Syria Crackdown Reaches Critical Phase: Over 70 Killed on Weekend (NEWS BRIEF)

Assad, pictured here with his wife, Asma, in a government file photo, has chosen "repression over concession," says one analyst.(HN, April 30, 2011) - UPDATED MAY 1 1520GMT - In some of the worst fighting to date in the ongoing, seven-week battle between pro-democracy demonstrators and Government forces in Syria, live fire and heavy artillery is being used in an attempt to quell defiant protesters.

News agencies report that more than 70 people have been killed nationwide this weekend - including 70 in Deraa (درع), the besieged town that has become the symbol of the uprising, alone. Eyewitnesses have been quoted as saying that tanks are shelling parts of the southwestern city near the border with Jordan, and that its main mosque has been stormed by government forces.

An estimated 46 people will killed Friday and Saturday in Deraa alone. Since the conflict began, as many as 700 people have been killed.

The Shaam News Network (SNN) reports that Deraa is totally blockaded and that snipers are picking off protesters from rooftops. " Killing is random in the city from the security forces and the Fourth Battalion," SNN said.

According to one account, as many as 7,000 have been arrested since the uprising began.

On Sunday, CBC News broadcast unsourced, amateur video from two days earlier showing several people dead and injured on a road near Deraa. Shooting could be heard in the background and several motorcycles strewn on the road.

Opposition websites are showing footage said to be of a soldier who says he deserted after being ordered to fire on unarmed protesters in Damascus, the BBC reported.

Said Peter Beaumont, foreign affairs editor of London's Guardian newspaper, in a commentary today: "Bashar al-Assad has opted for repression rather than concession."
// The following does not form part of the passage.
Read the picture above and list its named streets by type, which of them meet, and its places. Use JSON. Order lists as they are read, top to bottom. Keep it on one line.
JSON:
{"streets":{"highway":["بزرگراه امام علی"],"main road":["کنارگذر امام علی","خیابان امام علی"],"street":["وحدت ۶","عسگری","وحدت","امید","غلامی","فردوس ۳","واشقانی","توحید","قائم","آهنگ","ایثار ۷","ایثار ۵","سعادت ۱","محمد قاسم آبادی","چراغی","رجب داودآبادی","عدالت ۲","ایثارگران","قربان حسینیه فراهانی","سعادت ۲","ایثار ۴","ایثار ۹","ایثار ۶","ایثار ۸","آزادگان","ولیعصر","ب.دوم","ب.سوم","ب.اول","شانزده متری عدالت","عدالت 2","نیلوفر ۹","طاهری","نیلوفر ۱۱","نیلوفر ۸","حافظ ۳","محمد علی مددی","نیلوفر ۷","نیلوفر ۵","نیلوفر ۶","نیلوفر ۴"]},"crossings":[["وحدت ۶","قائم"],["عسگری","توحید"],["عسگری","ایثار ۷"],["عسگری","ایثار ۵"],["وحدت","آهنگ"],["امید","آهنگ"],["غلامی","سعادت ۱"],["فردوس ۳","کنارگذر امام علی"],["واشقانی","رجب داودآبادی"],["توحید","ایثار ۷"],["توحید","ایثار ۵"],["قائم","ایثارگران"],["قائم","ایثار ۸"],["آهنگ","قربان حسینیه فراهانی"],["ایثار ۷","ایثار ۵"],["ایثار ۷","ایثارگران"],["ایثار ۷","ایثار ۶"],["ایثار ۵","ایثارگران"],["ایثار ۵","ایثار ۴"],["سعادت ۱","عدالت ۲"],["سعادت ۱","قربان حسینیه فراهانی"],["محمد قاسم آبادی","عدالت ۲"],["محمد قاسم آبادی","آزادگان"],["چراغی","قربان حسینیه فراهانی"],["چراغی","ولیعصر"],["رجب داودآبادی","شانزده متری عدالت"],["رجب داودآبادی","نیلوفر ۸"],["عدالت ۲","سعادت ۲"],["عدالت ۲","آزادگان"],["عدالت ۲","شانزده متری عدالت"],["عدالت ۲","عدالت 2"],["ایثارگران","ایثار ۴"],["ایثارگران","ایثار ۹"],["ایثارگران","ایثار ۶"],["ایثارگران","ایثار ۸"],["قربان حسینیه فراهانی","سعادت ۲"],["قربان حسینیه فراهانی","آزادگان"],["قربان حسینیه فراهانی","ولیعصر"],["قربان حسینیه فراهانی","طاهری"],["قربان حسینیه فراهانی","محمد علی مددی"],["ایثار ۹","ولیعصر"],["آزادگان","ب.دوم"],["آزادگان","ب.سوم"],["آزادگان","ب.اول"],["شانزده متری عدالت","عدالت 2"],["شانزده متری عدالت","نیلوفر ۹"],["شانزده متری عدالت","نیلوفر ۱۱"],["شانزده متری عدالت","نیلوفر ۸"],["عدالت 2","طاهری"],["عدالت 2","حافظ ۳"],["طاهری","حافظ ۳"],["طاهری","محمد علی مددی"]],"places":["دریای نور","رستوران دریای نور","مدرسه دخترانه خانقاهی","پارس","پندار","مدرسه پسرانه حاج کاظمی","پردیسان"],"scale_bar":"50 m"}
"...For Assad, the survival of the police state founded by his father is a very personal affair which he has dressed up as a national necessity to "prevent" his country from slipping into civil war."
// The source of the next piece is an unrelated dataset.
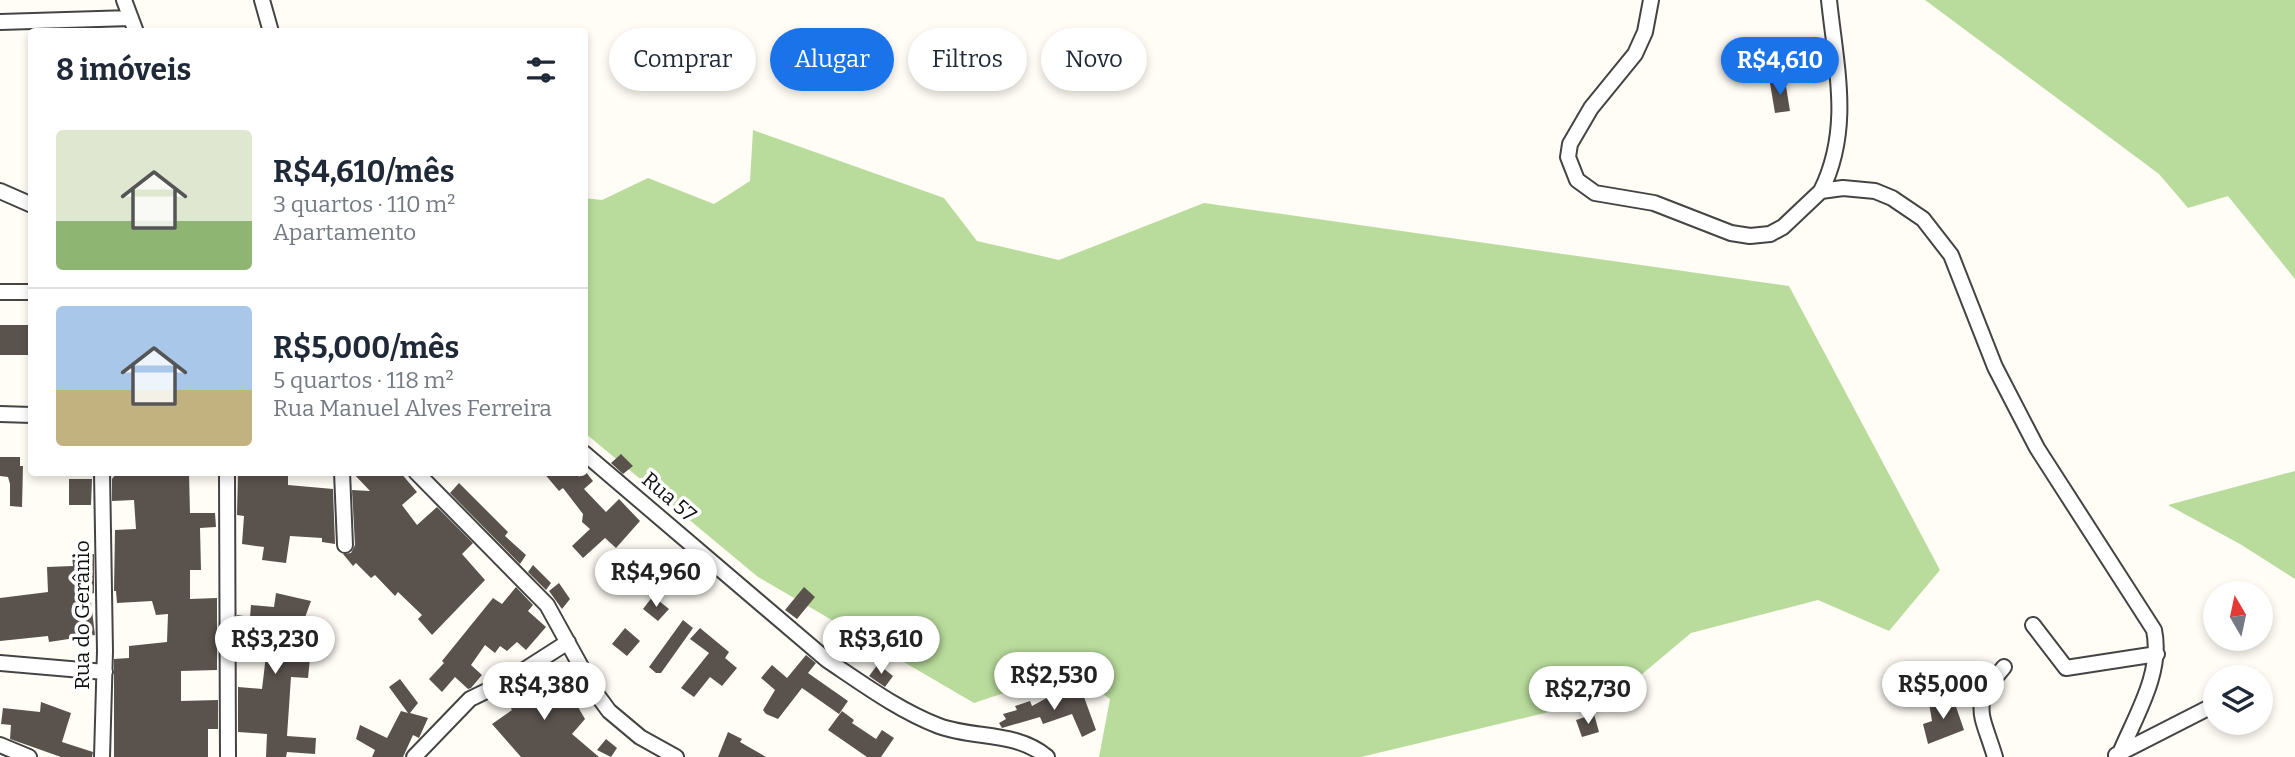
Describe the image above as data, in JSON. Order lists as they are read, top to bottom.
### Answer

Farid Ghadry, the Syrian-born head of the US-based Reform Party of Syria, told The Jerusalem Post he believes that Syria is descending into a sectarian civil war, and that President Bashar al-Assad's days are numbered.

Even if Assad survives a bit longer, Ghadry wrote in an email to the newspaper from Washington, “he will be a dead man walking. It is hard to put humpty dumpty back together. I cannot ever imagine anyone visiting with him or dealing with him after what he has done.”

Assad has been president since 2000, having succeeded his authoritarian father Hafez al-Assad. OIver the weekend, Syria's neighbour, Turkey, urged Assad to end the bloody crackdown but also said western nations should avoid an intervention like the one in Libya.

Obtaining reliable information out of Syria is extremely difficult given the paucity of accredited journalists and a crackdown on freedom-of-speech and Internet communications. While Al Jazeera is one of the few accredited media organization still allowed to report, its staff have been accused by government loyalists of "lies' and "exaggeration" in its reporting.

Al Jazeera reported today that land lines, the Internet and mobile phone networks have all been cut in Daraya, a suburb of Damascus.